In 2020, researchers at Google published a paper⁶ that reports an error of 0.6–1° at a viewing distance of 25–40cm for a smartphone. This means if you look at a spot on the phone from a distance of 25–40cm, the algorithm can predict the location of the spot within an error of 0.46±0.03cm.
The authors have not open sourced code or provided trained models. The aim of the project therefore is to replicate the results reported and then extend the functionality to also predict head position and more.
State of the Art Gaze Tracking
There are a variety of traditional trackers that range from specialized lenses or devices that are physically in contact with the pupil to a wide range of non contact methods. Current state of the art systems shine near Infrared (NIR) light onto the eye and based on reflections of this light, the gaze location is predicted.
Tobii¹, the current world leader in eye tracking, builds specialized glasses with integrated hardware to estimate the gaze location. These glasses come equipped with 16 illuminators and 4 eye cameras! They also build Screen-based eye trackers which can be plugged into a laptop or PC.
Other competitors as well build specialized hardware that use NIR to illuminate the face and eyes and then run complex, proprietary algorithms (generally not suited for mobile devices) to estimate the location of the gaze.
Most of the screen based eye trackers have an accuracy of 0.4°-1°.
Machine Learning based Gaze Tracking
An increase in computational power coupled with the advancements in deep learning research have now made it possible to predict gaze from regular RGB images taken on a phone or laptop. These techniques don’t require any additional hardware, are much cheaper than specialized trackers and can run efficiently on even mobile phones.
A few of the noteworthy machine learning based gaze tracking papers and their main contributions are listed below.
MPII Gaze² (2015)
Researchers at the Max Planck Institute for Informatics were among the first to release a largescale public gaze dataset along with a gaze estimation method that was based on convolutional neural networks (CNNs).
15 participants were asked to use a custom software on their laptops that displayed dots the participant had to focus on. They collected a total of 213,659 images from the webcams on the laptops. To further normalize the dataset, eye images were rotated and scaled to make sure that they appeared in line with the camera in the 3D space with the camera at the origin.
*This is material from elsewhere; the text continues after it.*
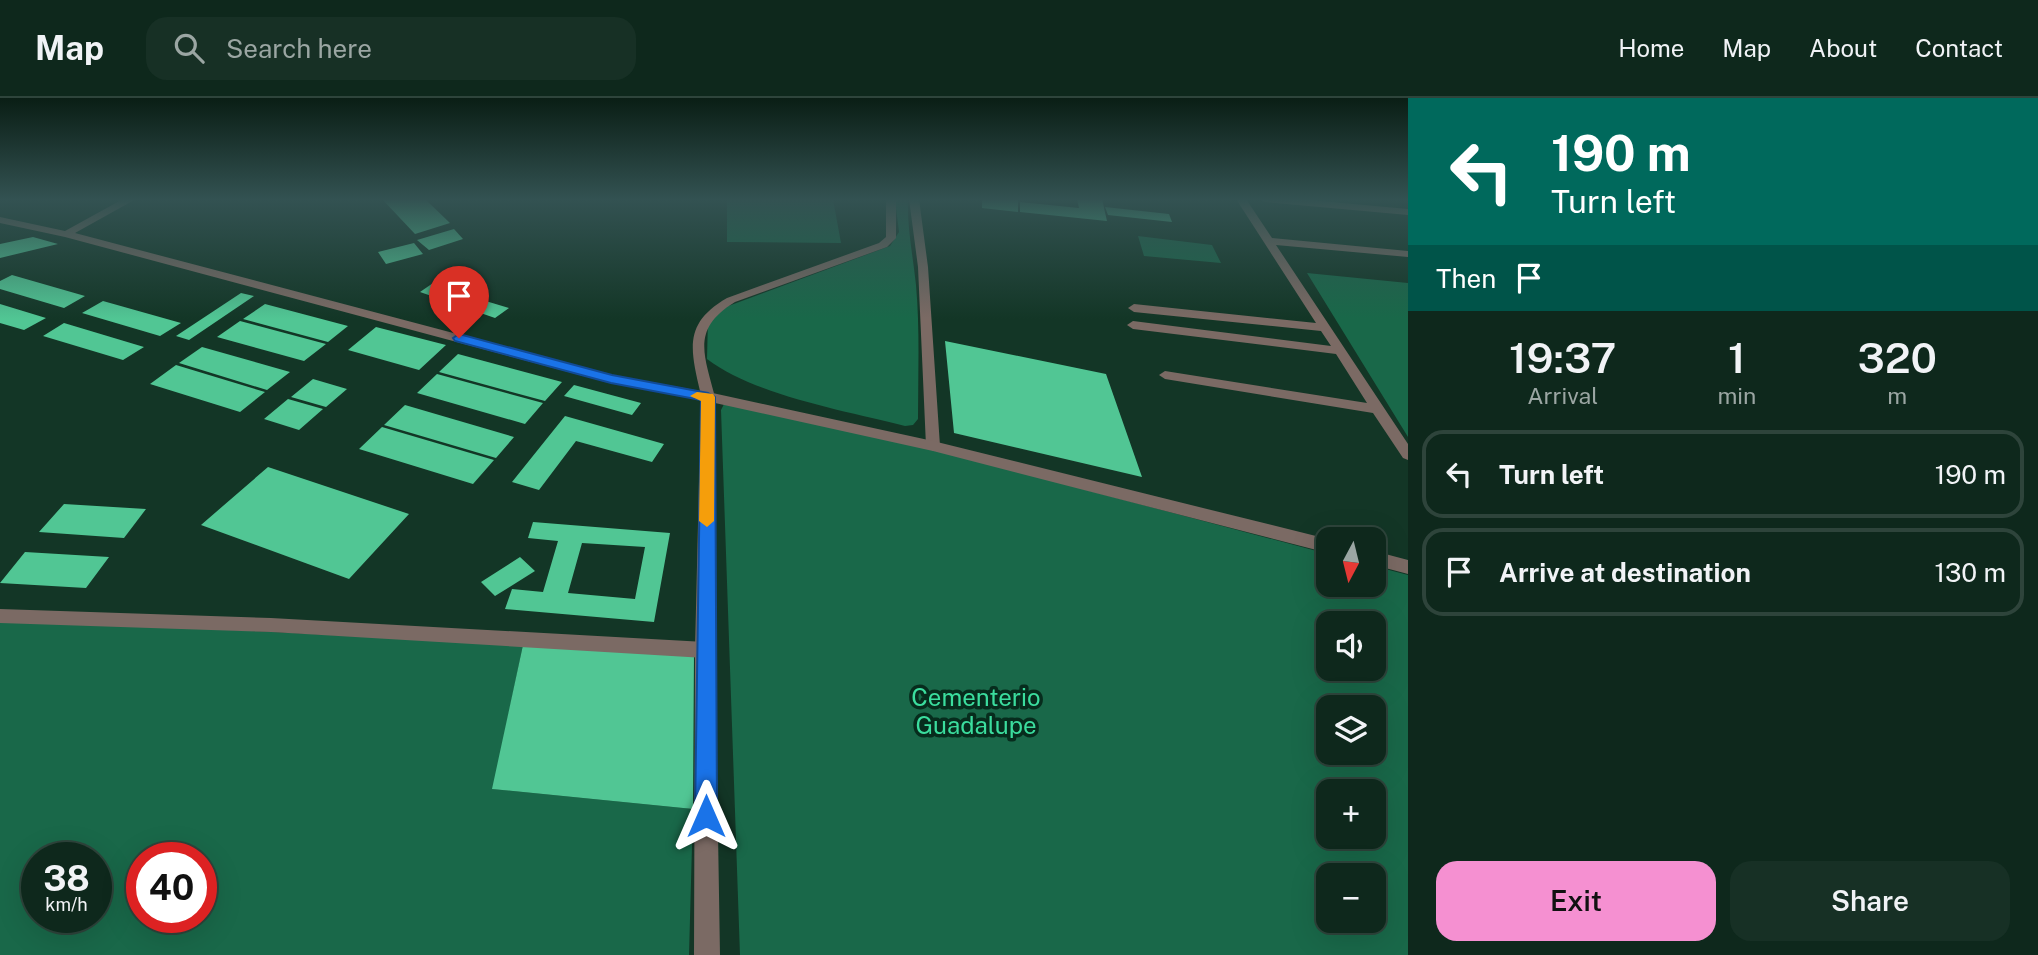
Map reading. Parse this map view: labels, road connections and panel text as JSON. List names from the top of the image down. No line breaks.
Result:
{"parks":["Cementerio Guadalupe"],"north":"bottom","page":{"header":"Map","search":"Search here","nav":["Home","Map","About","Contact"],"turn":["190 m","Turn left"],"then":"Then","eta":["19:37","Arrival","1","min","320","m"],"list":[{"name":"Turn left","value":"190 m"},{"name":"Arrive at destination","value":"130 m"}],"map_buttons":["+","−"],"speed":"38 km/h","limit":"40","buttons":["Exit","Share"]}}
To estimate the gaze direction, they used a multimodal CNN that took the cropped eye image along with a head angle vector to produce yaw and pitch angle vectors of the gaze direction. Their method produced a mean error of 6.3°.
TabletGaze: Unconstrained Appearance-based Gaze Estimation in Mobile Tablets³ (2015)
Using a single Samsung tablet to capture images from 51 participants, researchers at Rice University created a new dataset for gaze estimation. They made the participants interact with the app that displayed dots in four positions- lying, slouching, sitting and standing which improved the variability of the dataset.
To detect the gaze location, they use only the cropped eye region, use traditional feature extractors like Histogram of Gradients(HoG) and LBP to generate a feature vector that is then passed to a regression model that predicts the x and y coordinates of the gaze. A combination of multilevel HoG (mHoG) as feature extractor and random forest as regressor gave the lowest error of 3.17±2.10 cm.
The paper further talks about how different aspects of the data affect the predicted value and show that data partitioning on the basis of race and body posture improves the estimation accuracy, while the factor of glasses does not significantly impact the result.
Eye Tracking for Everyone⁴ (2016)
Presented by researchers at MIT CSAIL at CVPR 2016, Eye Tracking for Everyone introduced an even larger with a lot of variation in terms of lighting, distance from camera, head angle etc.
Leveraging the power of the internet and the Amazon Mechanical Turk, they were able to capture 2,445,504 images from 1,474 participants. These were collected on apple devices (iPhones and iPads). The dataset also contains sensor data from the phone which gives us an idea of the position of the phone during image capture. This dataset is freely available and is hence the dataset we use during all our experiments.
They introduce iTracker, a deep network architecture to estimate the gaze location. From the original image, the face region and the two eye regions are cropped out and are each sent to a CNN. Additionally, a face grid matrix, which represents where the face is in the image, is also sent. The network outputs x and y coordinates of the estimated gaze. Their lowest error was 1.34cm.
Training Person-Specific Gaze Estimators from User Interactions with Multiple Devices⁵ (2018)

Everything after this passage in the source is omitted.